**DATA EXTRACT**
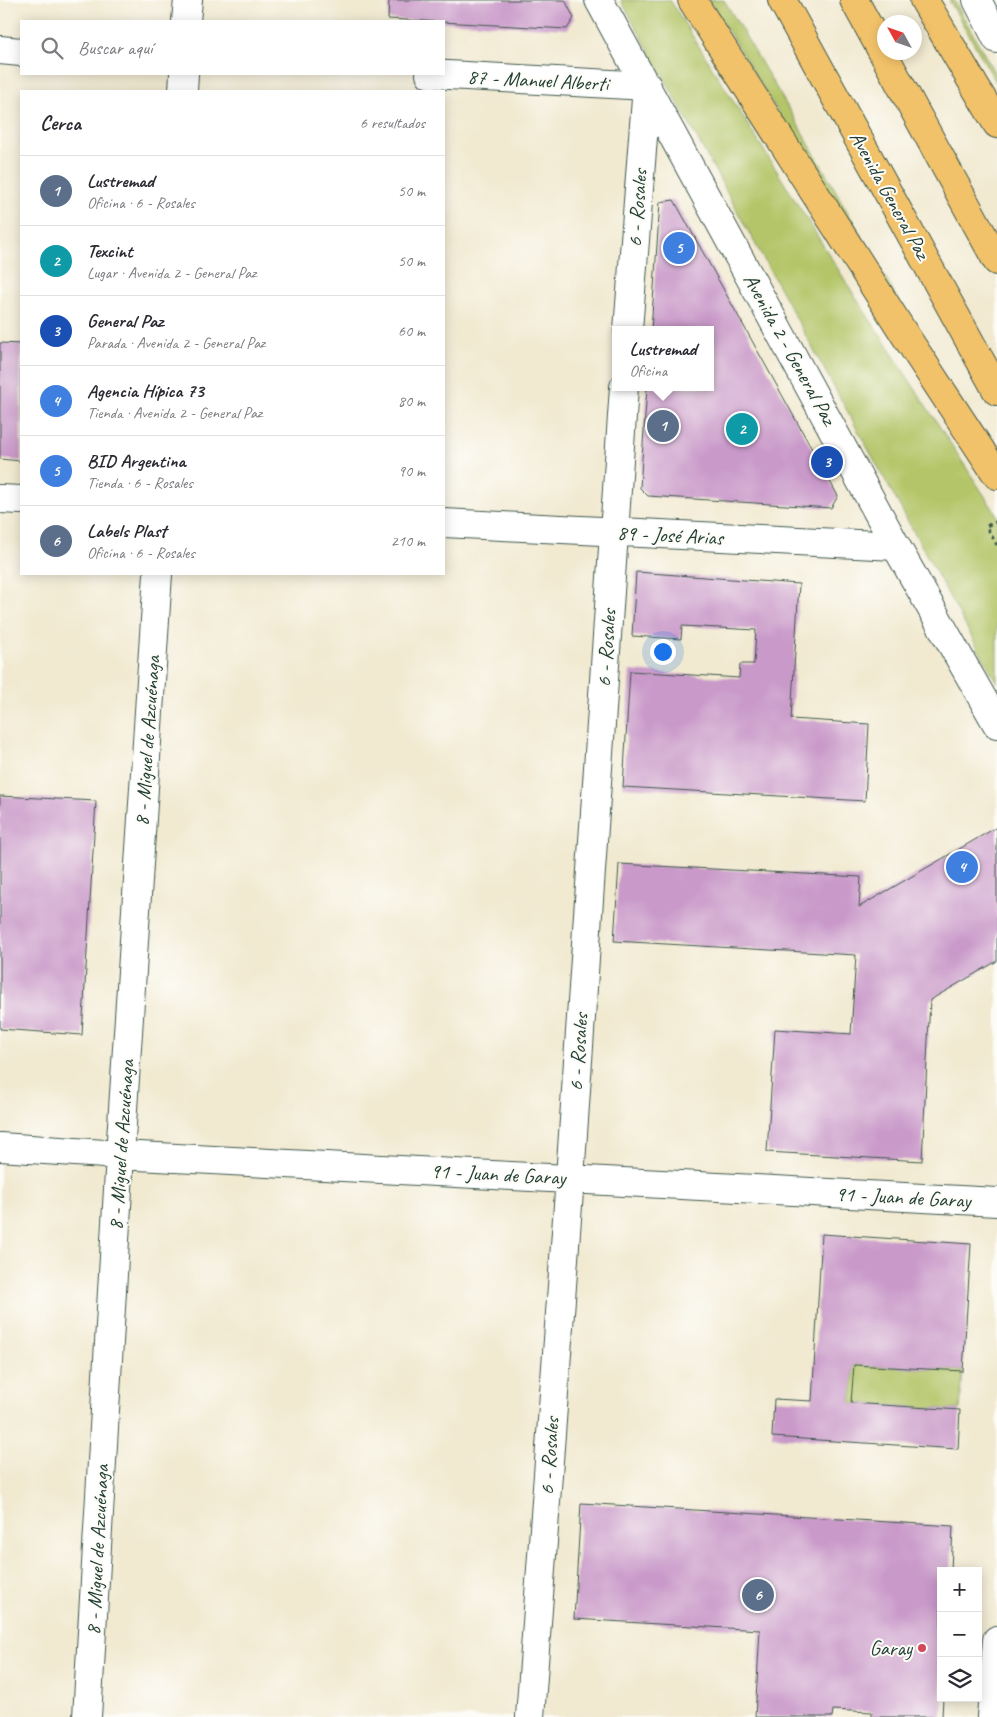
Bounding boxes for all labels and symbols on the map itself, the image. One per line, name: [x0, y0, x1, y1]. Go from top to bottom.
north arrow: [877, 15, 922, 60]
street label: 87 - Manuel Alberti: [467, 63, 612, 97]
street label: Avenida General Paz: [844, 126, 937, 266]
street label: 6 - Rosales: [621, 166, 653, 248]
pin: 5: [663, 229, 695, 267]
street label: Avenida 2 - General Paz: [738, 269, 842, 429]
pin: 1: [647, 407, 679, 445]
pin: 2: [726, 410, 758, 448]
pin: 3: [811, 443, 843, 481]
street label: 89 - José Arias: [616, 519, 725, 551]
street label: 6 - Rosales: [590, 606, 622, 688]
your location: [650, 639, 676, 665]
street label: 8 - Miguel de Azcuénaga: [128, 653, 166, 827]
pin: 4: [946, 848, 978, 886]
street label: 6 - Rosales: [562, 1010, 594, 1092]
street label: 8 - Miguel de Azcuénaga: [102, 1057, 140, 1231]
street label: 91 - Juan de Garay: [430, 1157, 568, 1191]
street label: 91 - Juan de Garay: [835, 1180, 973, 1214]
street label: 6 - Rosales: [533, 1414, 565, 1496]
street label: 8 - Miguel de Azcuénaga: [80, 1463, 115, 1636]
pin: 6: [742, 1576, 774, 1614]
place label: Garay: [869, 1635, 914, 1661]
marker: Garay: [916, 1642, 928, 1654]

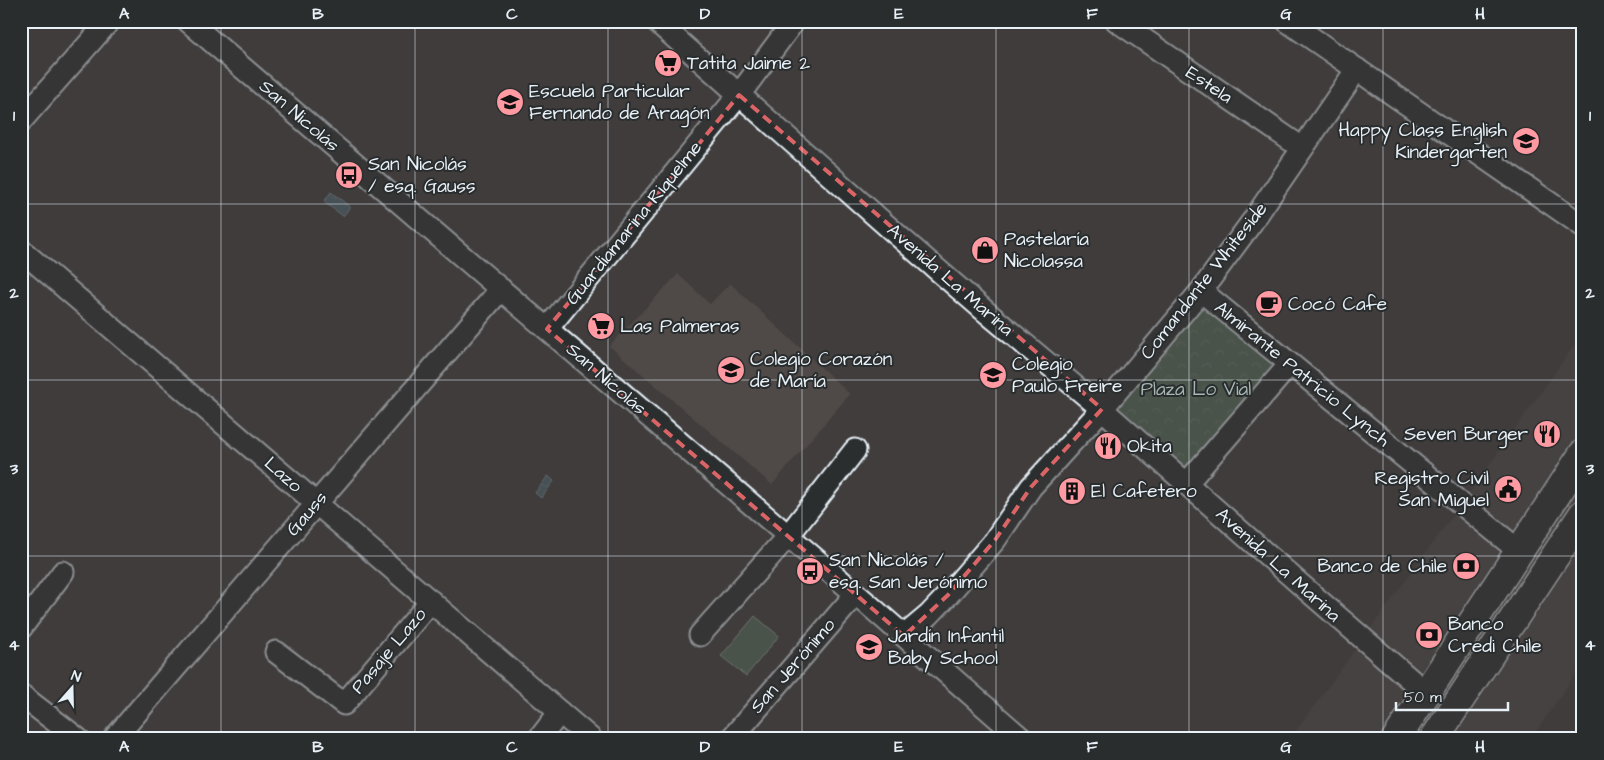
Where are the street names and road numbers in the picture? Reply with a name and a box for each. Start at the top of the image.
street label: Estela [1180,59,1238,111]
street label: San Nicolás [253,73,345,159]
street label: Guardiamarina Riquelme [559,135,709,311]
street label: Comandante Whiteside [1134,197,1274,365]
street label: Avenida La Marina [881,217,1019,343]
street label: Almirante Patricio Lynch [1208,295,1396,454]
street label: San Nicolás [560,336,652,422]
street label: Lazo [258,451,308,499]
street label: Gauss [280,486,334,542]
street label: Avenida La Marina [1209,501,1347,629]
street label: Pasaje Lazo [345,602,433,700]
street label: San Jerónimo [744,612,842,720]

**DIRECTIONS FOR THIS TASK**
Repeat the full listing above exactly, with no pictures in the copy.

**YOUR SOLUTION**
Bounding boxes for all labels and symbols on the map itself, the image. One per line, name: [x0, y0, x1, y1]. Go from top to bottom.
north arrow: [877, 15, 922, 60]
street label: 87 - Manuel Alberti: [467, 63, 612, 97]
street label: Avenida General Paz: [844, 126, 937, 266]
street label: 6 - Rosales: [621, 166, 653, 248]
pin: 5: [663, 229, 695, 267]
street label: Avenida 2 - General Paz: [738, 269, 842, 429]
pin: 1: [647, 407, 679, 445]
pin: 2: [726, 410, 758, 448]
pin: 3: [811, 443, 843, 481]
street label: 89 - José Arias: [616, 519, 725, 551]
street label: 6 - Rosales: [590, 606, 622, 688]
your location: [650, 639, 676, 665]
street label: 8 - Miguel de Azcuénaga: [128, 653, 166, 827]
pin: 4: [946, 848, 978, 886]
street label: 6 - Rosales: [562, 1010, 594, 1092]
street label: 8 - Miguel de Azcuénaga: [102, 1057, 140, 1231]
street label: 91 - Juan de Garay: [430, 1157, 568, 1191]
street label: 91 - Juan de Garay: [835, 1180, 973, 1214]
street label: 6 - Rosales: [533, 1414, 565, 1496]
street label: 8 - Miguel de Azcuénaga: [80, 1463, 115, 1636]
pin: 6: [742, 1576, 774, 1614]
place label: Garay: [869, 1635, 914, 1661]
marker: Garay: [916, 1642, 928, 1654]

Where are the street names and road numbers in the picture? Reply with a name and a box for each. Start at the top of the image.
street label: Estela [1180,59,1238,111]
street label: San Nicolás [253,73,345,159]
street label: Guardiamarina Riquelme [559,135,709,311]
street label: Comandante Whiteside [1134,197,1274,365]
street label: Avenida La Marina [881,217,1019,343]
street label: Almirante Patricio Lynch [1208,295,1396,454]
street label: San Nicolás [560,336,652,422]
street label: Lazo [258,451,308,499]
street label: Gauss [280,486,334,542]
street label: Avenida La Marina [1209,501,1347,629]
street label: Pasaje Lazo [345,602,433,700]
street label: San Jerónimo [744,612,842,720]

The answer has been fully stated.